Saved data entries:
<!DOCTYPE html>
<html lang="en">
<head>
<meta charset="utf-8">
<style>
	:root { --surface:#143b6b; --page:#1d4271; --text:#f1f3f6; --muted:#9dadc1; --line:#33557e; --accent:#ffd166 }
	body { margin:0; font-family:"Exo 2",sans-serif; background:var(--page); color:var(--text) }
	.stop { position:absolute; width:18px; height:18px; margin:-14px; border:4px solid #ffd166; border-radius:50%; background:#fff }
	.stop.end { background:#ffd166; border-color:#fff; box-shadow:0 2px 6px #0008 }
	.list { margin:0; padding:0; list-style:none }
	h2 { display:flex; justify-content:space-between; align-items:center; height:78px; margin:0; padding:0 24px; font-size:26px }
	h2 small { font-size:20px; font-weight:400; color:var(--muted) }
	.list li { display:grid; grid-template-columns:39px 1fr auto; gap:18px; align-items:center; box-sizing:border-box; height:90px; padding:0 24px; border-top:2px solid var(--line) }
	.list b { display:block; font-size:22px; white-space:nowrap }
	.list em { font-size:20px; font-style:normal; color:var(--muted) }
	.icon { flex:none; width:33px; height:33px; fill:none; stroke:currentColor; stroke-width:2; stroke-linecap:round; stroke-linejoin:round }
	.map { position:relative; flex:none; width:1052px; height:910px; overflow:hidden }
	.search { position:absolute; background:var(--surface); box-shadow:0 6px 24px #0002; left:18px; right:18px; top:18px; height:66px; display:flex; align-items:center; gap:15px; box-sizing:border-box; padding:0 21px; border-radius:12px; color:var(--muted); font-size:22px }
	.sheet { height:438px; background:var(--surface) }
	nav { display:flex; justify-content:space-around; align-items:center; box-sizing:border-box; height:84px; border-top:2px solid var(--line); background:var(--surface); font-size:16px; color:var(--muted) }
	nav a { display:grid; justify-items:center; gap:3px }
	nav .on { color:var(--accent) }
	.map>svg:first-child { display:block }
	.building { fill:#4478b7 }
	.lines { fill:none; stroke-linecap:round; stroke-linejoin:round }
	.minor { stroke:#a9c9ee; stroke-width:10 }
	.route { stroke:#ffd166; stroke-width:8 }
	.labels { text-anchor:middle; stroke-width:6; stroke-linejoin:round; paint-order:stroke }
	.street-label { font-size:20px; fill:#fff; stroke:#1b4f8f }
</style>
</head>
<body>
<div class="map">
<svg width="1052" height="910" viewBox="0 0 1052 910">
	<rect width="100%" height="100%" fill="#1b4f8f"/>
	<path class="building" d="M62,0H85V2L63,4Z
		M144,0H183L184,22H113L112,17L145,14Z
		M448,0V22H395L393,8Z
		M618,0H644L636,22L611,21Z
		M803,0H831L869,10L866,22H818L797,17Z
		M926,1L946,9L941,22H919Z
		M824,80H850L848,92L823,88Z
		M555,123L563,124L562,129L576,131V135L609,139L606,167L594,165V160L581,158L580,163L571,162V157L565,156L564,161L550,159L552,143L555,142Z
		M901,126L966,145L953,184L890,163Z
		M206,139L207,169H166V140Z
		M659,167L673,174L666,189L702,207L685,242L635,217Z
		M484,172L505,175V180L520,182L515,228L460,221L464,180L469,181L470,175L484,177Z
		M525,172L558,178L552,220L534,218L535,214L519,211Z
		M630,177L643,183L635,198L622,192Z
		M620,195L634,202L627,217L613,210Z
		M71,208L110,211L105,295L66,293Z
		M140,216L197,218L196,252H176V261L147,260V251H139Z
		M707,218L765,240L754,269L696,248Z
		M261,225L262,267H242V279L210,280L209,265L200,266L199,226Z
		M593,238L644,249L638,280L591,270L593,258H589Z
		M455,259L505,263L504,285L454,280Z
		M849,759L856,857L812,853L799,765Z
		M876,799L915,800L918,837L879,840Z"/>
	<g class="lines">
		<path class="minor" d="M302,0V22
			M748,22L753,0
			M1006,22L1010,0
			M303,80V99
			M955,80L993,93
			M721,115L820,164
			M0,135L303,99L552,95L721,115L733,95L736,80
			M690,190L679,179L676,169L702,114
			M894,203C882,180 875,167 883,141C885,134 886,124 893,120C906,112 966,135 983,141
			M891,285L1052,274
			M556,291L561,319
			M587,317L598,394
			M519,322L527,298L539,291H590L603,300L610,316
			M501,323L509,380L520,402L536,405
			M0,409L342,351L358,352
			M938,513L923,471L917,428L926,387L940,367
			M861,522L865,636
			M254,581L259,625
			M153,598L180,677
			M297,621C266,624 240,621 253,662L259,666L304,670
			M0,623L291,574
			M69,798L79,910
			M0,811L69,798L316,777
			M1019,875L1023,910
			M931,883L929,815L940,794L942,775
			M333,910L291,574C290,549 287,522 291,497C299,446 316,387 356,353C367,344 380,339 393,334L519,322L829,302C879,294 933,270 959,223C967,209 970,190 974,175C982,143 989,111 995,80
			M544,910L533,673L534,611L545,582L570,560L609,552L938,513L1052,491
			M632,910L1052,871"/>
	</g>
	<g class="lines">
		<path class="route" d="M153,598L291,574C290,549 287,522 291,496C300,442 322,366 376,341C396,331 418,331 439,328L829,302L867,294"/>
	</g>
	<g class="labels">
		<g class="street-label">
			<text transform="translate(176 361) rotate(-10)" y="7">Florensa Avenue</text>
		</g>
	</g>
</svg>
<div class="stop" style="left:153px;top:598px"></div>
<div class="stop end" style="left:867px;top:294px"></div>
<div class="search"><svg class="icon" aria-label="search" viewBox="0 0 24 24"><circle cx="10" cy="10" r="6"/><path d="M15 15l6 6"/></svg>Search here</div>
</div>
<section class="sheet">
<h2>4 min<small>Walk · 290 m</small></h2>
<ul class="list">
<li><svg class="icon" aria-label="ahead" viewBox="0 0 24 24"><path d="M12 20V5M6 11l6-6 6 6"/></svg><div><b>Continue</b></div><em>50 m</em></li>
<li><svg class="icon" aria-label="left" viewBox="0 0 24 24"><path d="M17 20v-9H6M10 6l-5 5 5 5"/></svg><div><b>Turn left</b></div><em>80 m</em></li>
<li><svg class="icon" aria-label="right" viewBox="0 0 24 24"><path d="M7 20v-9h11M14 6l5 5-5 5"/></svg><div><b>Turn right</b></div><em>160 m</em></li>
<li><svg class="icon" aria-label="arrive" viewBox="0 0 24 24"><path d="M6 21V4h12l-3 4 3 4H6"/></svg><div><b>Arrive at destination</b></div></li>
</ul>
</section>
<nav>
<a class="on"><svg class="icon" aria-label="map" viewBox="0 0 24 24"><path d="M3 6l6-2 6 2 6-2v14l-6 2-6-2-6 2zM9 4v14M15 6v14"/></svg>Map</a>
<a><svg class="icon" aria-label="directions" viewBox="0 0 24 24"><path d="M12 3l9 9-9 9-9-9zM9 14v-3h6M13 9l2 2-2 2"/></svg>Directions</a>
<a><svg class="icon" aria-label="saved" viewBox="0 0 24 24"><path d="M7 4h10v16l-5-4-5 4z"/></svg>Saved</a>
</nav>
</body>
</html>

◆ Directions ◆
Could you set down, word for word, only the lines above from the line with "M926,1L946,9L941,22H919Z" to the line with "M587,317L598,394", including both?

◆ Task solution ◆
		M926,1L946,9L941,22H919Z
		M824,80H850L848,92L823,88Z
		M555,123L563,124L562,129L576,131V135L609,139L606,167L594,165V160L581,158L580,163L571,162V157L565,156L564,161L550,159L552,143L555,142Z
		M901,126L966,145L953,184L890,163Z
		M206,139L207,169H166V140Z
		M659,167L673,174L666,189L702,207L685,242L635,217Z
		M484,172L505,175V180L520,182L515,228L460,221L464,180L469,181L470,175L484,177Z
		M525,172L558,178L552,220L534,218L535,214L519,211Z
		M630,177L643,183L635,198L622,192Z
		M620,195L634,202L627,217L613,210Z
		M71,208L110,211L105,295L66,293Z
		M140,216L197,218L196,252H176V261L147,260V251H139Z
		M707,218L765,240L754,269L696,248Z
		M261,225L262,267H242V279L210,280L209,265L200,266L199,226Z
		M593,238L644,249L638,280L591,270L593,258H589Z
		M455,259L505,263L504,285L454,280Z
		M849,759L856,857L812,853L799,765Z
		M876,799L915,800L918,837L879,840Z"/>
	<g class="lines">
		<path class="minor" d="M302,0V22
			M748,22L753,0
			M1006,22L1010,0
			M303,80V99
			M955,80L993,93
			M721,115L820,164
			M0,135L303,99L552,95L721,115L733,95L736,80
			M690,190L679,179L676,169L702,114
			M894,203C882,180 875,167 883,141C885,134 886,124 893,120C906,112 966,135 983,141
			M891,285L1052,274
			M556,291L561,319
			M587,317L598,394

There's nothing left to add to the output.